*** Material supplied

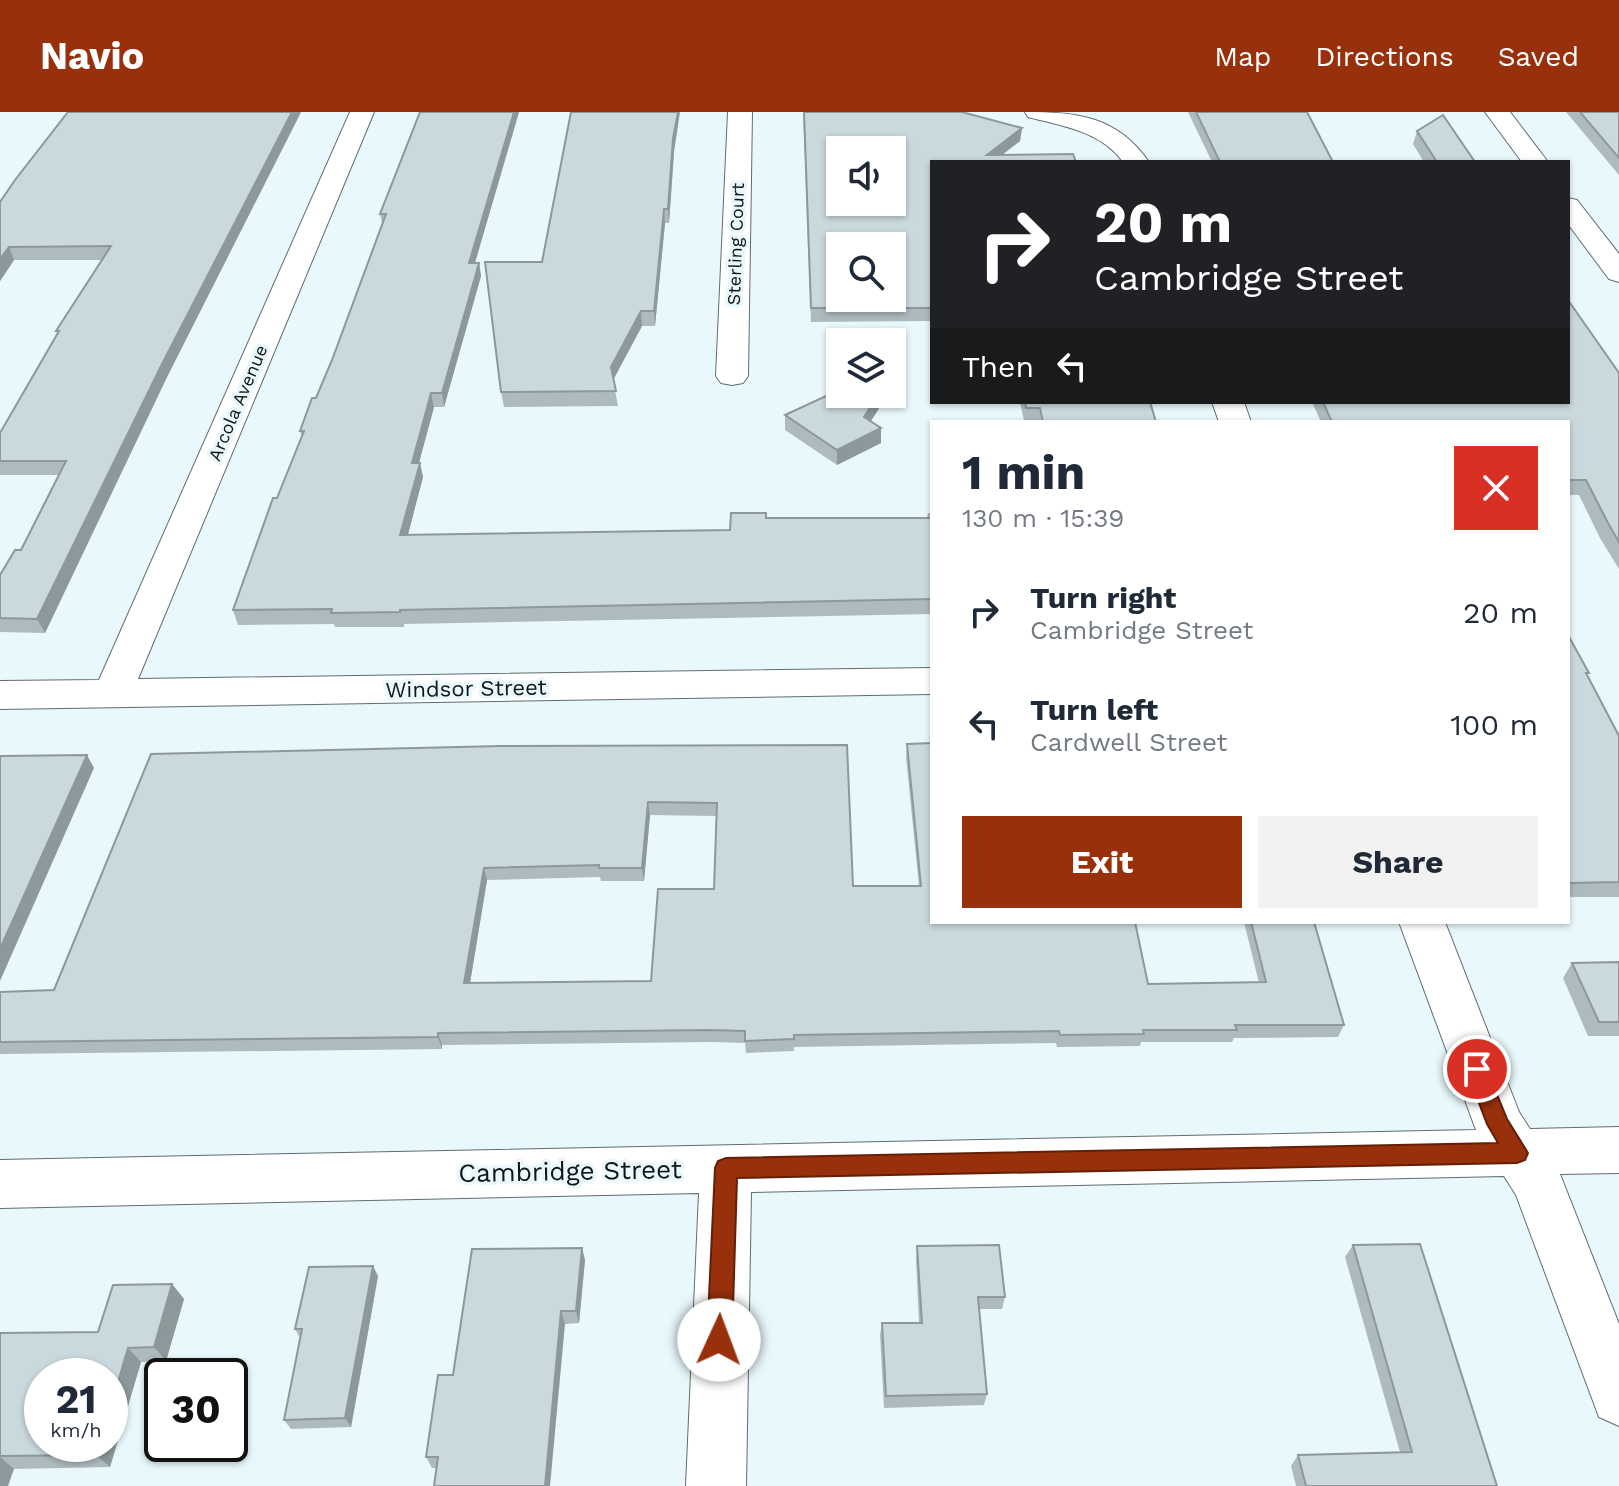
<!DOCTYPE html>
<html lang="en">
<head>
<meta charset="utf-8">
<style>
	body { margin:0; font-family:"Work Sans",sans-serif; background:#f2f2f3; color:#1f2937; height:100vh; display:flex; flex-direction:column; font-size:30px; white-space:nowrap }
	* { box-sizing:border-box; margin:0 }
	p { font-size:26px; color:#747a83 }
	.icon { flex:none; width:44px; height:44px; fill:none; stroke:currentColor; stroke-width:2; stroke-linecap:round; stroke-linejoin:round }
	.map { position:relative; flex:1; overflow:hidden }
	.panel { position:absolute; left:930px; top:308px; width:640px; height:504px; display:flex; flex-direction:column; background:#fff; border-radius:0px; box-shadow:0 2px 6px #0004 }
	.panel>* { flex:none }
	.guide { position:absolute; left:930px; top:48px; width:640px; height:244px; border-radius:0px; box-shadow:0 2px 6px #0004; background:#202124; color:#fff; overflow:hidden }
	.controls { position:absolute; left:826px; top:24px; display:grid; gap:16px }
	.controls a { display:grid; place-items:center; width:80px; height:80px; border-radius:0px; background:#fff; box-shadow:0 2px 6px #0004; font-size:40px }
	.speed { position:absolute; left:24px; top:1246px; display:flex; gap:16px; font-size:40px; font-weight:700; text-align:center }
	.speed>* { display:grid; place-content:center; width:104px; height:104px; border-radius:50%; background:#fff; box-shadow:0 2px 6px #0004; line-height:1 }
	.speed small { font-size:20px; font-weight:400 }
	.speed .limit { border:4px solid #111; border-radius:12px; background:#fff; color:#111 }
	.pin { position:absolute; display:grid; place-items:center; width:68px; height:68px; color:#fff; margin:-34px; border:4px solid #fff; border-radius:50%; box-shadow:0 2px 8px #0007 }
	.me { position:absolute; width:88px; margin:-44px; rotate:2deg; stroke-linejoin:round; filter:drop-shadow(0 0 6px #0008) }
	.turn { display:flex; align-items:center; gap:28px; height:168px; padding:0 32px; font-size:36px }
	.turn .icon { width:104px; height:104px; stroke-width:2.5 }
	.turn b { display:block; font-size:56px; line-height:68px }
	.then { display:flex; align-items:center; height:76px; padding:0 32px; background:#0003; gap:16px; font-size:30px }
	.round { display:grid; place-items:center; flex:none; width:84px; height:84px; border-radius:0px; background:#f2f2f3 }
	.headline { display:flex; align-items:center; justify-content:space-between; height:136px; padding:0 32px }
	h1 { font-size:48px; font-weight:700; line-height:60px }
	.button { display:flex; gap:16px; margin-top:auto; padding:16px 32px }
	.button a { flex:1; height:92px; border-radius:0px; background:#98310b; color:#fff; font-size:32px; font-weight:700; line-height:92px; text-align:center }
	.button a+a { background:#f2f2f3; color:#1f2937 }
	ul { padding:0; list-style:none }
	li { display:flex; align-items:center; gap:24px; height:112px; padding:0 32px }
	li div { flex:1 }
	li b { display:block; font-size:30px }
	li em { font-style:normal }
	header { display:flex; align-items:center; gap:48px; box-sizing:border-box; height:112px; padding:0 40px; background:#98310b; color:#fff }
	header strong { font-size:38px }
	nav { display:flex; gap:44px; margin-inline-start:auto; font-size:28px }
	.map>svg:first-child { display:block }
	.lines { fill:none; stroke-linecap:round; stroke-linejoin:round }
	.minor-casing { stroke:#5f6c70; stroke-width:2 }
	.minor { fill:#fff; fill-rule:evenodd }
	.wall { fill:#aebbbe; fill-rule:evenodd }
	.shaded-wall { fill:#8d989b }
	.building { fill:#cad9dd; stroke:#8d989b; stroke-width:2; fill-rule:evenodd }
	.route { fill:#98310b; stroke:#632007; stroke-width:2 }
	.labels { text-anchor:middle; stroke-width:7; stroke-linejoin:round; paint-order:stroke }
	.far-street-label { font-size:18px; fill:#101516; stroke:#e9f8fc }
	.street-label { font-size:22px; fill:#101516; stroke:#e9f8fc }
	.near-street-label { font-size:26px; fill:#101516; stroke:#e9f8fc }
</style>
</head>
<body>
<header>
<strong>Navio</strong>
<nav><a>Map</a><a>Directions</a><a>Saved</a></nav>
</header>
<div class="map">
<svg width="1619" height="1374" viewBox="0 0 1619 1374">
	<rect width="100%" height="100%" fill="#e9f8fc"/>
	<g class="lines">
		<defs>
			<g id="minor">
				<path d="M350,0H374L138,567L932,556V582L0,597V569L99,568Z"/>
				<path d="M728,0H752L748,264L743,271L732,273L721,271L716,264Z"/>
				<path d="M1025,0C1077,0 1117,4 1149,50H1123C1101,19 1062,14 1028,5Z"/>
				<path d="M1485,0H1510L1548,50H1522Z"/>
				<path d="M1568,86L1577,88L1619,142V170L1609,167L1568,112Z"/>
				<path d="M1212,290H1244L1251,310H1219Z"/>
				<path d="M1399,810H1445L1519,1000L1530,1017L1619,1015V1061L1560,1062L1619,1212V1314L1599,1305L1516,1083L1504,1064L751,1080L746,1374H686L699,1081L0,1096V1048L1476,1018Z"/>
			</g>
		</defs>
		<use href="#minor" class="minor-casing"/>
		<use href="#minor" class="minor"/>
	</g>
	<g class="wall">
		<path d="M68,0H301L167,265L45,521L0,520V463L21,438L59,363H0V321L58,222L56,219L103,148H14L0,169V90Z"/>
		<path d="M420,0H519L475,151H479L481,164L444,295H434L419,351L423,365L408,423L730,418L766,406H927L928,401H932V502L404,512V515H335L334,512L238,513L233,498L302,324L300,319L316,286L332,248L382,111L380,102Z"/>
		<path d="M803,0L1022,16L1020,29L1002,43L932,50V209L811,210Z"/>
		<path d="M1188,0H1307L1333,50H1212Z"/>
		<path d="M1566,0H1619V63Z"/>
		<path d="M1417,19L1475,50H1424L1413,32Z"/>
		<path d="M674,40L669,111H665L655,214H642L613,268L618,294L504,295L501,280L542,150Z"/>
		<path d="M1591,222L1619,261V457L1600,426L1579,383H1568V310H1321L1312,290H1568Z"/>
		<path d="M840,282H888L871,309L881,331L837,353L785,318V303Z"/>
		<path d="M1020,290H1150L1156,310L1024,309Z"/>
		<path d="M1568,523L1589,561L1587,563L1619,624V785H1568Z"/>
		<path d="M907,632L1148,872L1259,871L1244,810H1314L1344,913L1338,925L1234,926L1232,930H1141L1140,934L1057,935L1056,931L794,935V939L746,941L745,931L712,930L442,933V937L0,942V880L54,878L151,642L847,633L853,774H919L906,645ZM650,703L716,704L714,777L651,869L470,871L487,768L600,765L601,769H644Z"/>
		<path d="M1619,850V924H1588L1563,866L1572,851Z"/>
		<path d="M1353,1133L1497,1374H1296L1291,1354L1298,1343L1400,1340L1345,1145Z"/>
		<path d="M917,1134L1005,1185L1002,1197H979L987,1282L984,1293L884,1296L880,1223L882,1211H919L916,1147Z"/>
		<path d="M582,1136L585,1148L579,1211L565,1212L437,1356H432L426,1345L453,1263Z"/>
		<path d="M378,1164L351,1315L291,1317L284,1308L300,1226L295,1217Z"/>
		<path d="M172,1172L184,1187L166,1249L141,1250L110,1355L14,1357L0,1374V1221L98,1220Z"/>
	</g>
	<g class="shaded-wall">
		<path d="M292,0H301L167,265L45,521L37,507L162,252Z"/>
		<path d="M514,0H519L471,164L469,151Z"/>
		<path d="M678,0H680L674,40L669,111L668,97L673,27Z"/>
		<path d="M1022,16L1020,29L993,50L987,43Z"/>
		<path d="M664,97L665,111L655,214L654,199Z"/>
		<path d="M9,135L14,148L0,169V147Z"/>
		<path d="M479,151L481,164L444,295L442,281Z"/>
		<path d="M641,199L642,214L612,270L611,255Z"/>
		<path d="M898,254L897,268L892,276V263Z"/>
		<path d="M431,281L434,295L415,365L412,351Z"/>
		<path d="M879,282H888L864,320V305Z"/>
		<path d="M881,316V331L837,353V338Z"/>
		<path d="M420,351L423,365L404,437L400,423Z"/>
		<path d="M87,643L94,656L0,869V837Z"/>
		<path d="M648,690L650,703L644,769L642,756Z"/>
		<path d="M484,756L487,768L468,883L464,871Z"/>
		<path d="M438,921L442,933V937L438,925Z"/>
		<path d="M582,1136L585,1148L579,1211L576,1199Z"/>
		<path d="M373,1154L378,1164L351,1315L345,1306Z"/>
		<path d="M172,1172L184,1187L166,1249L154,1235Z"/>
		<path d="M561,1199L565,1212L550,1374H545Z"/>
		<path d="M128,1236L141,1250L110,1355L96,1343L100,1332H110V1297Z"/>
		<path d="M0,1345L14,1357L8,1374H0Z"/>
	</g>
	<g class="building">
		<path d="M68,0H292L162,252L37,507L0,506V463L15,438H21L66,349H0V321L59,219H56L111,134L9,135L0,147V90L15,68Z"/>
		<path d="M420,0H514L469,151H479L442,281H431L412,351H420L400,423L730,418L731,401H766V406H932V487L400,498V500L331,501L332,497L233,498L273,386H277L304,319H300L312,286H316L332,248L386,102H380Z"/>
		<path d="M571,0H678L673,27L668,97H664L654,199H641L611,255L616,279L501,280L485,150H542Z"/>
		<path d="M804,0H962L1022,16L987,43L1073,42L1076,50H932V196H811ZM840,38H892V90H840ZM840,134H892V186H840Z"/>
		<path d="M1196,0H1307L1333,50H1220Z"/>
		<path d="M1580,0H1619V46Z"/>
		<path d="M1443,3L1475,50H1437L1417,19Z"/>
		<path d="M1568,188L1619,261V430L1608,411L1586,368H1568V310H1332L1323,290H1568Z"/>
		<path d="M892,252L898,254L892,263Z"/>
		<path d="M840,273V282H879L864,305L881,316L837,338L785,303L835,280Z"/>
		<path d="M1025,290H1150L1156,310H1043L1040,296H1026Z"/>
		<path d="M1568,523L1589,561H1586L1619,624V770L1568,771Z"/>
		<path d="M932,631V810H1135L1148,872L1266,870L1251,810H1314L1344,913H1235L1237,918H1143L1144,922L1060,923L1059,919L794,923V927L745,929V919L710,918L438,921V925L0,930V880L54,878L151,642L501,634L847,633L853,774H921L907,632ZM648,690L717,691L714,777H658L651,869L464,871L484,756L599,753V756H642Z"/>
		<path d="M87,643L0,837V644Z"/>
		<path d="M1619,850V910H1599L1572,851Z"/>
		<path d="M1420,1132L1497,1374H1306L1298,1343L1412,1340L1353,1133Z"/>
		<path d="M999,1133L1005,1185H978L987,1282L886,1284L882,1211H922L917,1134Z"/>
		<path d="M582,1136L576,1199H561L545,1374H434L438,1345H426L438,1263H453L472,1137Z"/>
		<path d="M373,1154L345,1306L284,1308L302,1217H295L309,1155Z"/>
		<path d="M172,1172L154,1235L128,1236L110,1297V1264H42V1332H100L96,1343L0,1344V1221L98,1220L113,1173Z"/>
	</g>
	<path class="route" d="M1477,948L1484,951L1507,1007L1528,1041L1525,1048L1517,1051L737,1066L732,1228L728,1237L719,1240L711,1237L707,1228L715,1056L718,1049L726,1046L1498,1031L1487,1012L1466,957L1470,951Z"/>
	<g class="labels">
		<g class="far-street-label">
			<text transform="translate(736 132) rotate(-88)" y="6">Sterling Court</text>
			<text transform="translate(238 291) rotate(-67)" y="6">Arcola Avenue</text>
		</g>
		<g class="street-label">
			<text transform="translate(466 576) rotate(-1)" y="8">Windsor Street</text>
		</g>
		<g class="near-street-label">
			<text transform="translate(570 1059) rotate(-1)" y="9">Cambridge Street</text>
		</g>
	</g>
</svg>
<div class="controls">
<a><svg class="icon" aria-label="sound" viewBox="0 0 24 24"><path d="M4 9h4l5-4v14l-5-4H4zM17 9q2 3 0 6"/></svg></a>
<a><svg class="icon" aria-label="search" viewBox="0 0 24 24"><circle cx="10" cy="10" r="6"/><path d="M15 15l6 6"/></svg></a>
<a><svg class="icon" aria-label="layers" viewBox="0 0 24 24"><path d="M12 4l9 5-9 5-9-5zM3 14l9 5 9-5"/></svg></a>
</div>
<div class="speed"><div>21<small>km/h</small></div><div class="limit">30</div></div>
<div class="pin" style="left:1477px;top:957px;background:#d93025"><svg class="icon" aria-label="arrive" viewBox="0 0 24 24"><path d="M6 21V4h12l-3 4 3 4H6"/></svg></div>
<svg class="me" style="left:719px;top:1228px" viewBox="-20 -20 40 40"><circle r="19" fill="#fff"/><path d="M0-13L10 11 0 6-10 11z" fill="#98310b"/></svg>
<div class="guide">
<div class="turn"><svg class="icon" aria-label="right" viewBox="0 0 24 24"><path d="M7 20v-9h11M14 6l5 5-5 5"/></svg><div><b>20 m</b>Cambridge Street</div></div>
<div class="then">Then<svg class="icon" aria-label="left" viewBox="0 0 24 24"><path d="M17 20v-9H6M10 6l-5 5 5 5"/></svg></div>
</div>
<section class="panel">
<div class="headline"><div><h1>1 min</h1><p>130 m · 15:39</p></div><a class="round" style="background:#d93025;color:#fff"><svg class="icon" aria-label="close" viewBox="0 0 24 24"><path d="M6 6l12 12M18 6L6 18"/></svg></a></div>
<ul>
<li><svg class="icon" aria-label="right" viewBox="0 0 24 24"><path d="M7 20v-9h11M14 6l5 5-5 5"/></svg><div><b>Turn right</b><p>Cambridge Street</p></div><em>20 m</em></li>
<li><svg class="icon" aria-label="left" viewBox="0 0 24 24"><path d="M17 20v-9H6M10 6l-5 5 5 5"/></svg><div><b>Turn left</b><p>Cardwell Street</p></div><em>100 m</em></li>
</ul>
<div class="button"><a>Exit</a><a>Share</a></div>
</section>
</div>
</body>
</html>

******

**Task:** Where does "linecap" occur in the data? Copy each line that has it.

**Exercise output:**
	.icon { flex:none; width:44px; height:44px; fill:none; stroke:currentColor; stroke-width:2; stroke-linecap:round; stroke-linejoin:round }
	.lines { fill:none; stroke-linecap:round; stroke-linejoin:round }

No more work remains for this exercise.